Una bozza di lavoro per la “tolleranza zero” contro mafiosi e corrotti. È il progetto, che vede coinvolti esperti di 23 nazioni (ma il loro numero potrebbe aumentare), cui sta lavorando il dicastero vaticano per il Servizio dello Sviluppo umano integrale e che a breve sarà sottoposto alla Consulta. Il punto d’approdo, come ha spiegato nei giorni scorsi il cardinale Peter Appiah Turkson, è la possibilità di scomunicare «per corruzione e associazione mafiosa».
Obiettivo: la scomunica di boss e “colletti bianchi” - «La scomunica – ha spiegato il porporato – è una misura che è appannaggio soltanto del Papa.
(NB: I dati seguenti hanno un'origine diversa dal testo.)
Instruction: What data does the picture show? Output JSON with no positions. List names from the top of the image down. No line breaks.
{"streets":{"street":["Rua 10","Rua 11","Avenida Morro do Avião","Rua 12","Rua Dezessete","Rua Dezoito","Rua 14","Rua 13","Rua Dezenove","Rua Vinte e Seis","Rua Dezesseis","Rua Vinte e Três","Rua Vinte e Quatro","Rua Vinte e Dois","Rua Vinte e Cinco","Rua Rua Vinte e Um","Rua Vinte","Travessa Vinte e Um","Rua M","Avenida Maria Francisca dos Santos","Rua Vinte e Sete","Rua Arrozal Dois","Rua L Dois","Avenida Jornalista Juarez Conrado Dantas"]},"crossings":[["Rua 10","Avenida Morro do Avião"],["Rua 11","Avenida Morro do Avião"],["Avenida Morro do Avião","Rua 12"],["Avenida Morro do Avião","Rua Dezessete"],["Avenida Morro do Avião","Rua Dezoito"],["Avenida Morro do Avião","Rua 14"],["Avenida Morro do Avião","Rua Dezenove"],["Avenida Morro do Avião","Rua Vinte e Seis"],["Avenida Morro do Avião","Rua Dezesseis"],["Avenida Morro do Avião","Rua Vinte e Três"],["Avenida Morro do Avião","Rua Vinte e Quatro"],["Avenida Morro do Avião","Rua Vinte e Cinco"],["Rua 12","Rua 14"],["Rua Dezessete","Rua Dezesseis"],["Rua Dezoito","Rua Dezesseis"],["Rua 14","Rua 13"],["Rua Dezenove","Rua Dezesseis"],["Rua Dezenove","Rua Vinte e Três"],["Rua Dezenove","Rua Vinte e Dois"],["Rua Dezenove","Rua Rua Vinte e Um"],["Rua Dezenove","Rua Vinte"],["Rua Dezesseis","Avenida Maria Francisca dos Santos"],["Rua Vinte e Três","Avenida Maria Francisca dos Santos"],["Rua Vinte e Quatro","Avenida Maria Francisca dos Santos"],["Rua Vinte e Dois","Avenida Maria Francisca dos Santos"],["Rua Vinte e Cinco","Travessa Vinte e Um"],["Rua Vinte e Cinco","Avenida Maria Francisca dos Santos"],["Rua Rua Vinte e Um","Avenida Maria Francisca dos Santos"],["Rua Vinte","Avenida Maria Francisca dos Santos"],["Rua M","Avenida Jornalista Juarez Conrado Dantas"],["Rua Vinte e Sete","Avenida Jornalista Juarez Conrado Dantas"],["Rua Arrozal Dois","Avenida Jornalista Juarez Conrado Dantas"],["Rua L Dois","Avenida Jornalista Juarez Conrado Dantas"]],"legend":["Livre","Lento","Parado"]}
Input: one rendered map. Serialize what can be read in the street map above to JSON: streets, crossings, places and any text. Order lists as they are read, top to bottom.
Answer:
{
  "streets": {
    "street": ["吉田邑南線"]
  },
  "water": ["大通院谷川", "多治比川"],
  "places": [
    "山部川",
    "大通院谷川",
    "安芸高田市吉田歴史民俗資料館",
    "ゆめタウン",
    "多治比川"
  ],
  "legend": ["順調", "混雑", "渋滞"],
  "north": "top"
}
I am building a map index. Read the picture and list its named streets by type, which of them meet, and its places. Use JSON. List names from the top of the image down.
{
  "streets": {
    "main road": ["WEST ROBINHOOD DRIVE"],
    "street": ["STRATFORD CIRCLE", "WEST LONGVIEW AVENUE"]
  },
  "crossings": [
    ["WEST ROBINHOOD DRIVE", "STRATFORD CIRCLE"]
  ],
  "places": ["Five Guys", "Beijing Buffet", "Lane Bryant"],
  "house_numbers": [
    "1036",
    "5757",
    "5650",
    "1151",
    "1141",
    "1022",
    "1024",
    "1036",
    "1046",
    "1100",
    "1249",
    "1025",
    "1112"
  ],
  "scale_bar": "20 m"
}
Per quel che ci riguarda, invece, abbiamo pensato ad un’iniziativa allargata capace di uscire dai confini italiani perché stiamo parlando di un fenomeno globale. Il punto – ha proseguito Turkson -, è fare capire che un cristiano che si macchia di reati del genere danneggia la Chiesa, non è in comunione con Dio». Secondo la tabella di marcia di Vittorio Alberti, officiale della Santa Sede nel dicastero per lo Sviluppo umano integrale, la bozza sul progetto “tolleranza zero” dovrebbe vedere la luce nel giro di una decina di giorni per poi essere sottoposta alla Consulta. La Consulta è un vasto gruppo che comprende laici impegnati in prima linea nella lotta a corruzione e crimine organizzato e religiosi.
“Tolleranza zero” anche attraverso i social - Il punto – ha spiegato Alberti – è capire che la corruzione non è soltanto un fatto di tangenti. Ci può essere corruzione quando si parla di migranti, di tratta di organi, di inquinamento. La corruzione, del resto, è il primo linguaggio delle mafie». Una volta passato il vaglio della Consulta, il documento passerà all’esame del dicastero della Dottrina della Fede prima di arrivare al Papa. In nome della tolleranza zero alla corruzione e ad ogni forma di criminalità il dicastero presieduto da Turkson sta preparando anche una campagna via social (hasthag e Facebook michelangeloforjustice). Il progetto “tolleranza zero” contro mafiosi e corrotti ha preso corpo nel corso nel corso di un seminario internazionale, tenutosi in Vaticano, che ha visto laici e religiosi confrontarsi sulla piaga della corruzione. In particolare, sarebbe stato soprattutto l’intervento di monsignor Pennisi a sostenere che la scomunica «dovrebbe contenere una configurazione del delitto canonico di mafia la più ampia possibile perché oggi il fenomeno ha assunto contorni globali».